TASK ITEM | Would you please copy each line of the listing that mentions "Hallam"?

SOURCE RECORDS |
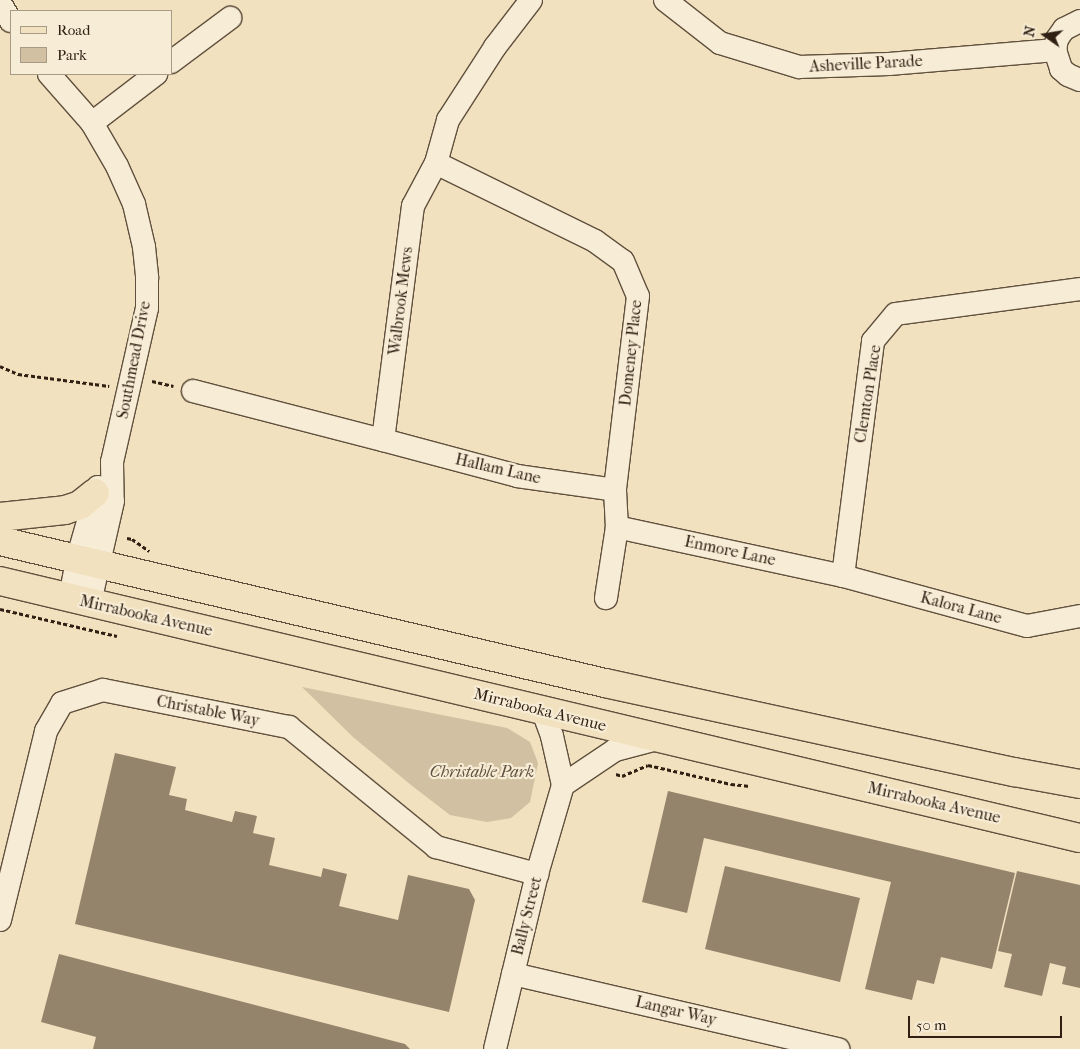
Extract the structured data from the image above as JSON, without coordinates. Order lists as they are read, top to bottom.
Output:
{
  "streets": {
    "main road": ["Mirrabooka Avenue"],
    "street": [
      "Asheville Parade",
      "Walbrook Mews",
      "Domeney Place",
      "Southmead Drive",
      "Clemton Place",
      "Hallam Lane",
      "Enmore Lane",
      "Kalora Lane",
      "Christable Way",
      "Bally Street",
      "Langar Way"
    ]
  },
  "crossings": [
    ["Walbrook Mews", "Domeney Place"],
    ["Walbrook Mews", "Hallam Lane"],
    ["Domeney Place", "Hallam Lane"],
    ["Domeney Place", "Enmore Lane"],
    ["Southmead Drive", "Mirrabooka Avenue"],
    ["Clemton Place", "Enmore Lane"],
    ["Clemton Place", "Kalora Lane"],
    ["Enmore Lane", "Kalora Lane"],
    ["Mirrabooka Avenue", "Bally Street"],
    ["Christable Way", "Bally Street"],
    ["Bally Street", "Langar Way"]
  ],
  "parks": ["Christable Park"],
  "legend": ["Road", "Park"],
  "scale_bar": "50 m",
  "north": "left"
}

YOUR SOLUTION |
      "Hallam Lane",
    ["Walbrook Mews", "Hallam Lane"],
    ["Domeney Place", "Hallam Lane"],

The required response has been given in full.